Credit: The Royal Society
    Image number: RS.2122

    Portrait of John Kay

    Date
    c.1845
    Sitter
    John Kay (1704 - 1779, British) , Inventor
    Creator
    George Edward Madeley (1798 - 1858, British) , Lithographer
    After
    Unknown, Painter
    Object type
    Image reference
    Material
    Technique
    Dimensions
    height (print): 195mm
    width (print): 180mm
    Description
    Half-length portrait of John Kay as a young man, shown wearing a tricorne hat, a dark jacket, waistcoat and a frilled cravat. Lithograph after a portrait by an unknown painter now in the Science Museum collection. As mentioned in the inscription, the original painting was owned by Thomas Sutcliffe, governor of the island of Juan Fernandez and great grandson of John Kay. Sutcliffe saved the painting during the 1835 earthquake on the island. He later left it to the Royal Polytechnic Institution, who upon their dissolution, passed it to Bennet Woodcroft. Woodcroft subsequently bequeathed the painting to the Science Museum.

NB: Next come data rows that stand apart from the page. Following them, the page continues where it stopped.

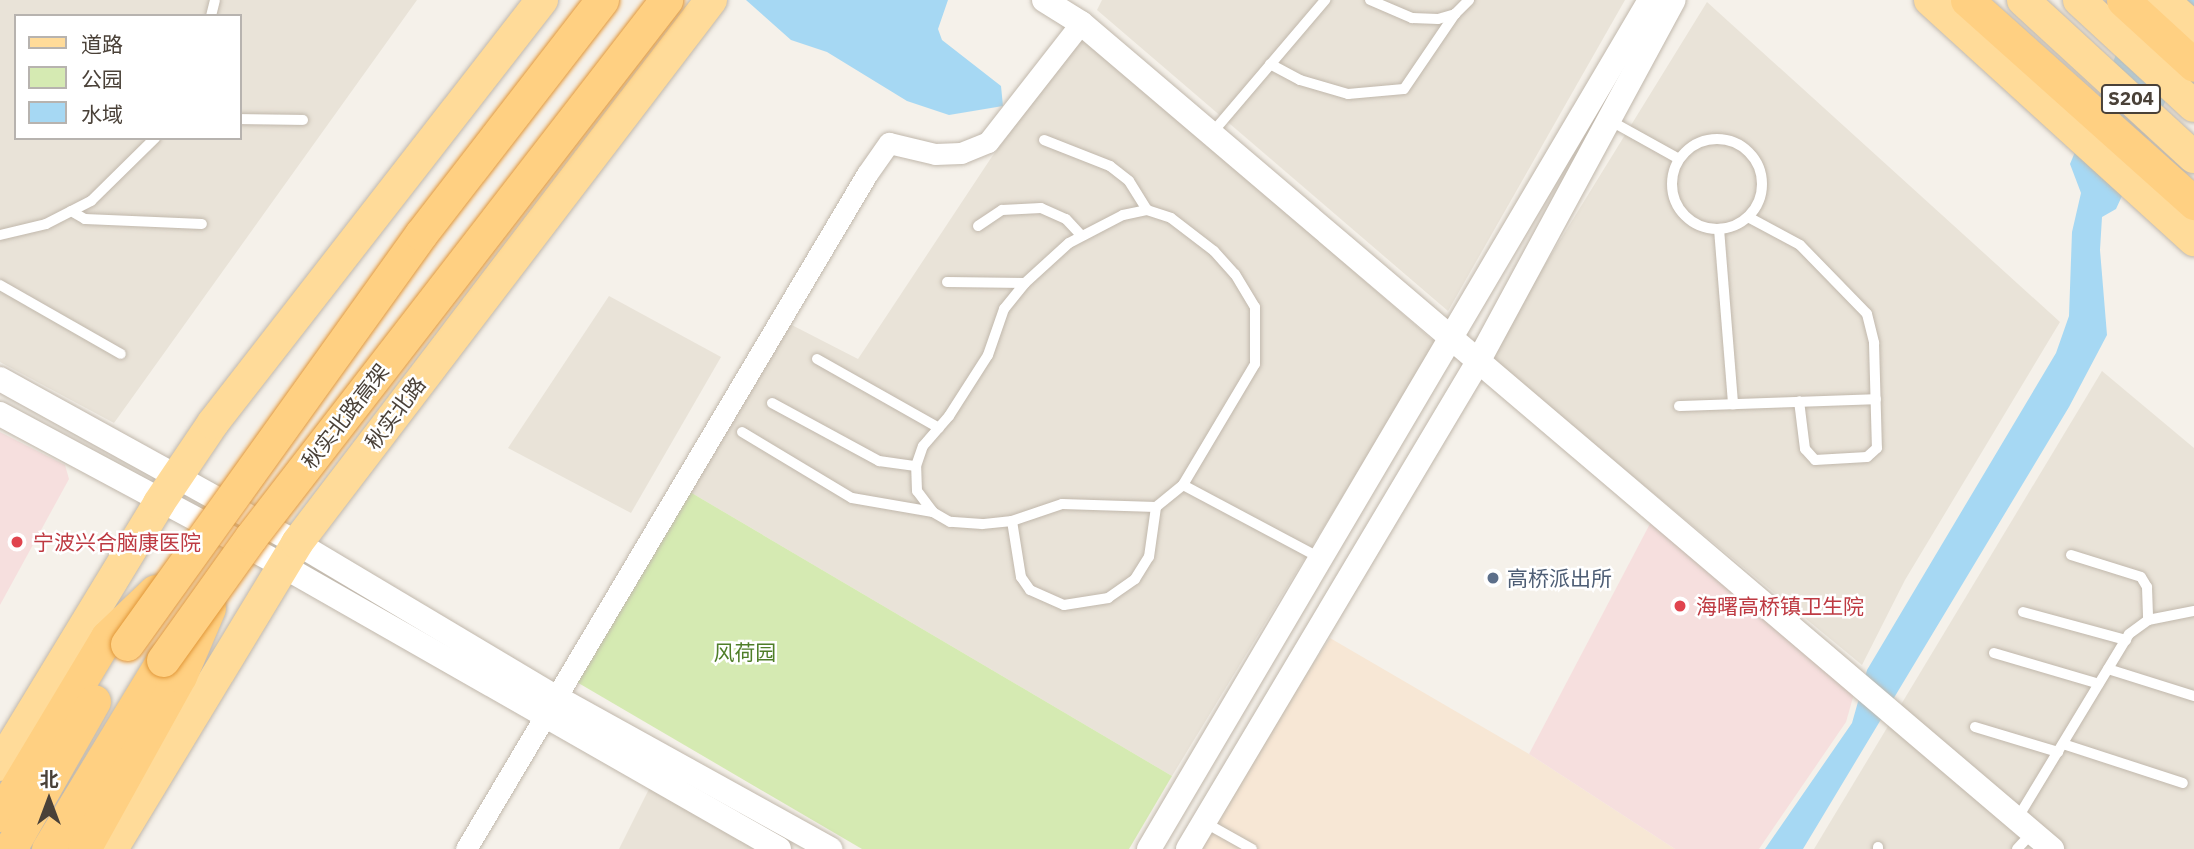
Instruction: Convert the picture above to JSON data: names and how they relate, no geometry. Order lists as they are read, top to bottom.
{
  "streets": {
    "highway": ["秋实北路高架"],
    "main road": ["S204", "秋实北路"]
  },
  "parks": ["风荷园"],
  "places": ["宁波兴合脑康医院", "高桥派出所", "海曙高桥镇卫生院"],
  "legend": ["道路", "公园", "水域"],
  "north": "top"
}
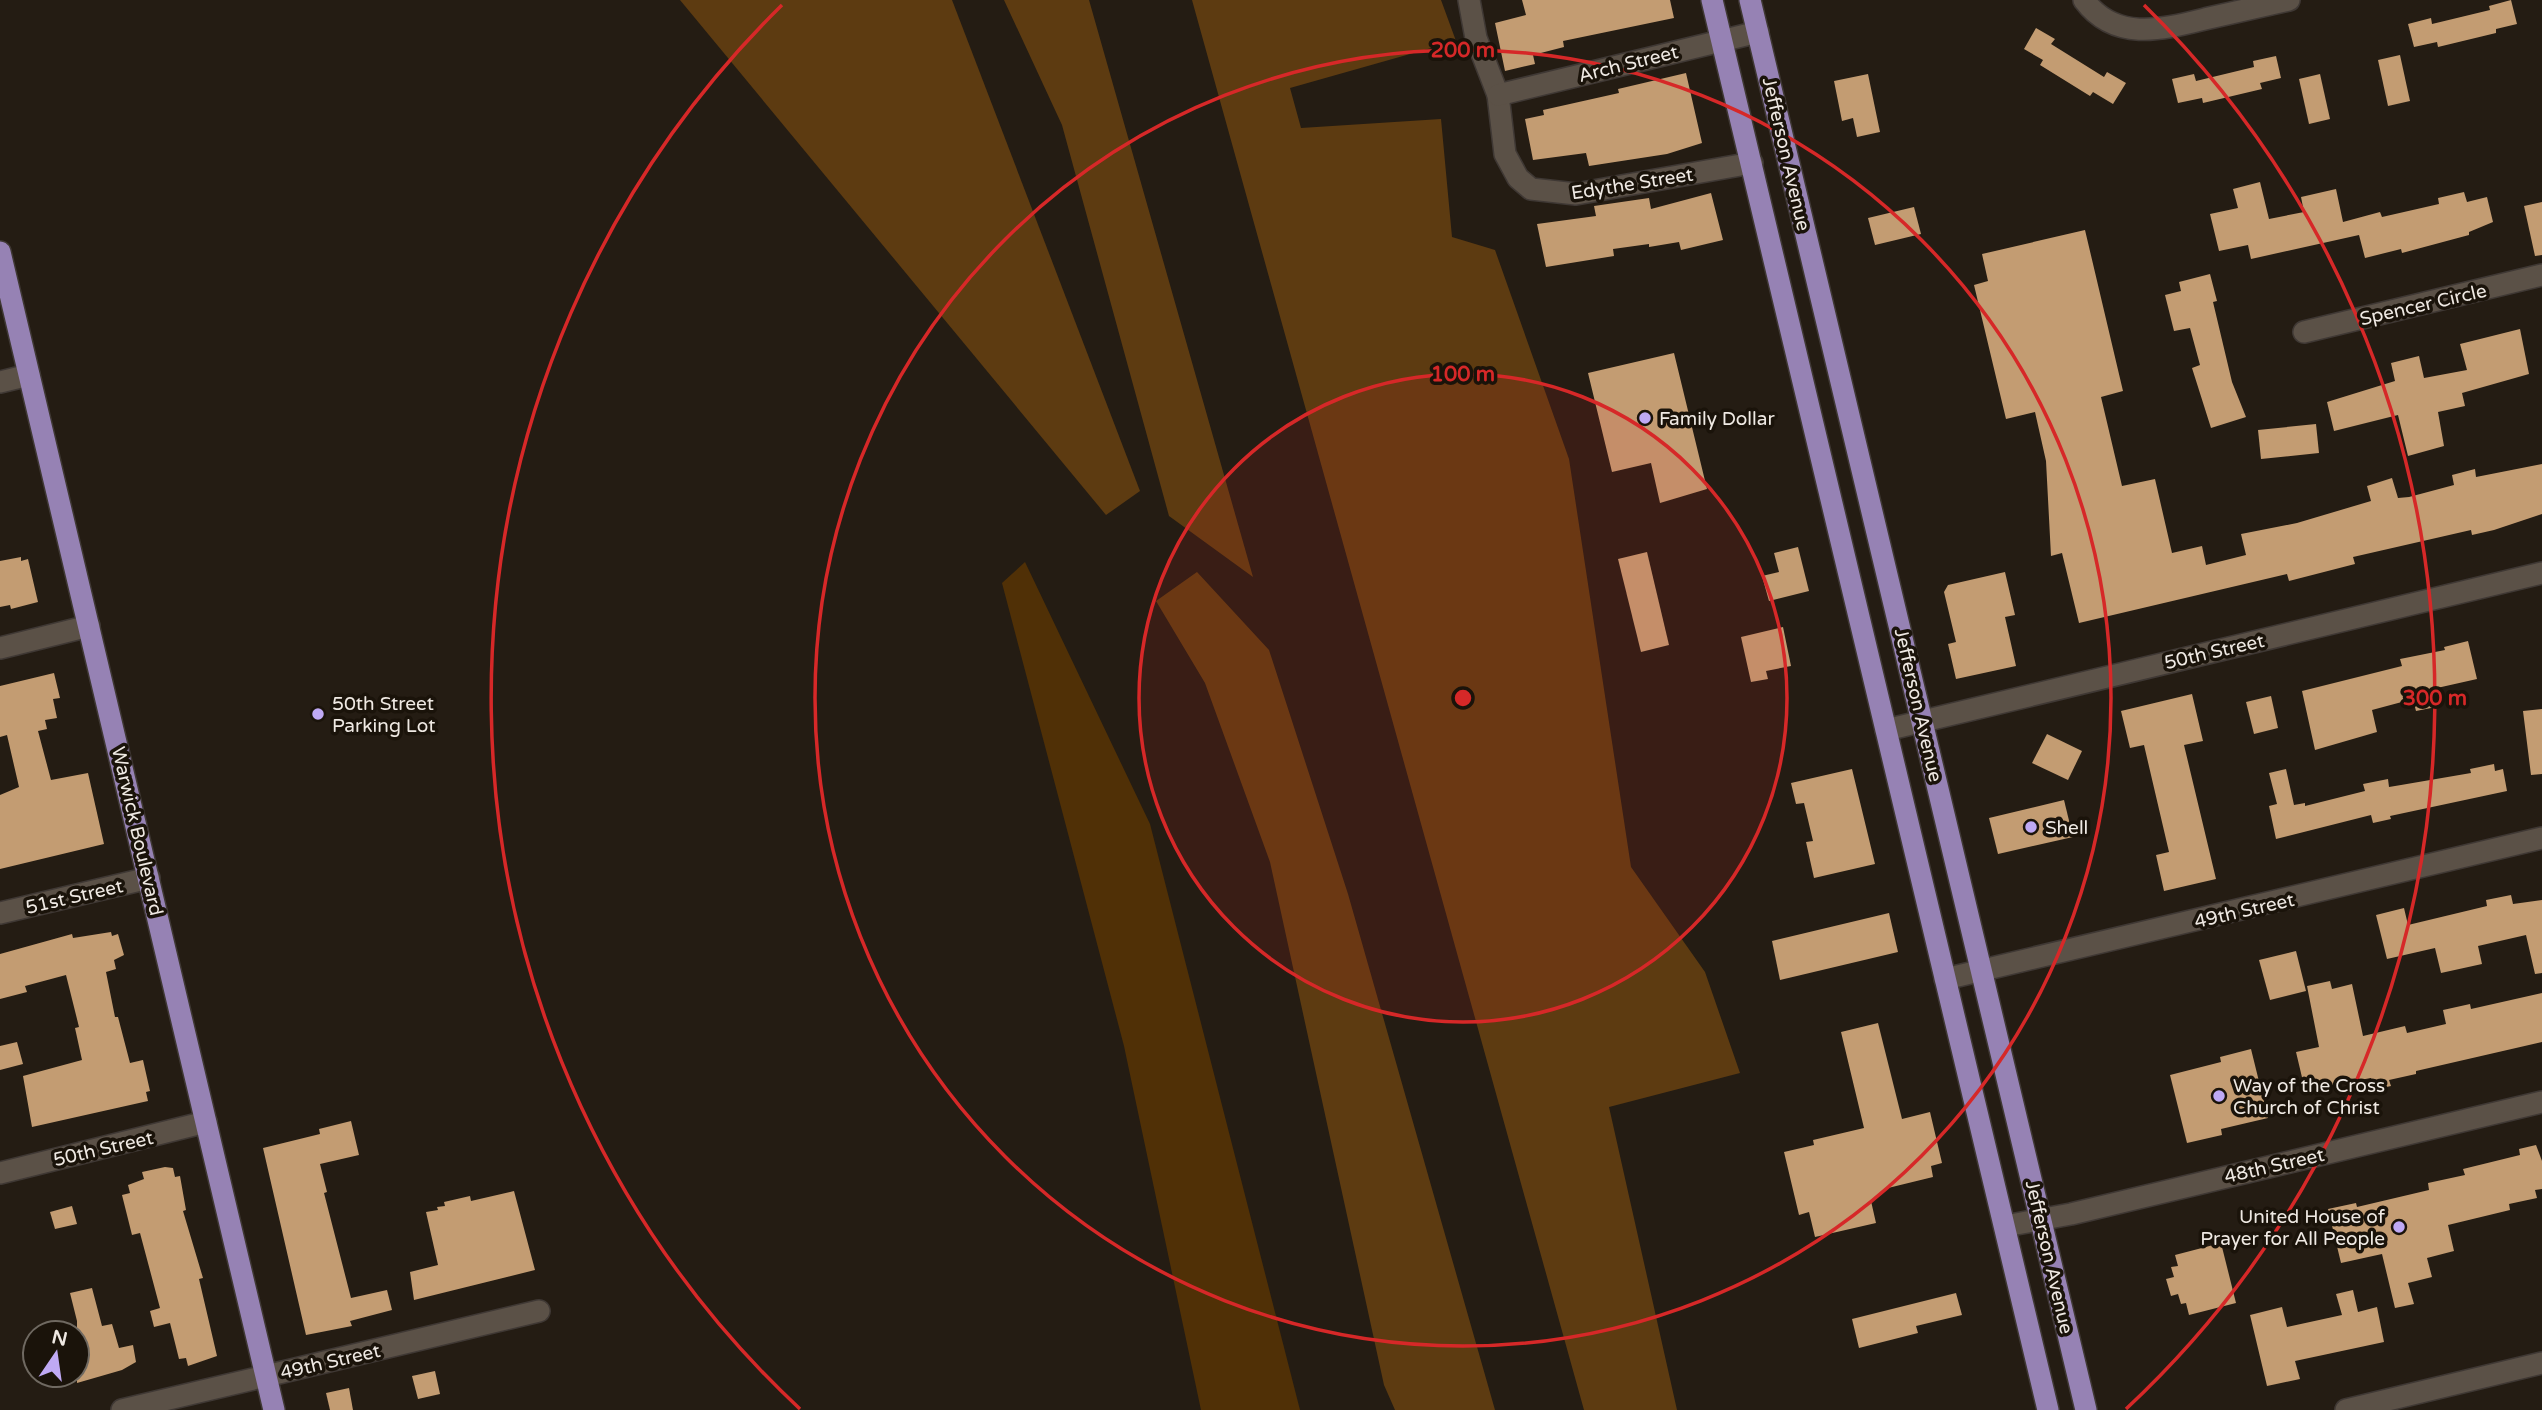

    Inscribed below: ‘Madeley, lith. 3, Wellington St. Strand.’ ‘This Portrait of JOHN KAY, of Bury,/(Inventor of the Fly shuttle &c,)/was saved, during the Earthquake that occurred on the Island of Juan Fernadez; and is dedicated to/The Right Hoble Sir Robt Peel Bart. M.P./by his obedient, humble servant,/Thos Sutcliffe’ ‘Proof./(Ent. Sta. Hall.)’

    ‘These inventions, like every other invention which has contributed to the extraordinary advance of the cotton manufacture, were/opposed by the workmen, who feared that they would lose their employment; and such was the persecution and danger to which/John Kay was exposed that he left his native country and went to reside in Paris./So hard is the fate of inventors, when they fail, no one pities them; when they succeed, persecution, envy, and jealousy, are their/reward. Their means are generally exhausted before their discoveries become productive. They plant a vineyard and either/starve or are driven from their inheritance before they can gather the fruits. This melancholy truth is exemplified at every stage/of the cotton manufacture, which is the creature of mechanical inventions.”/Baines’ History of the County Palatine of Lancaster.’

    John Kay (1704-c.1779), British inventor, was not a Fellow of the Royal Society.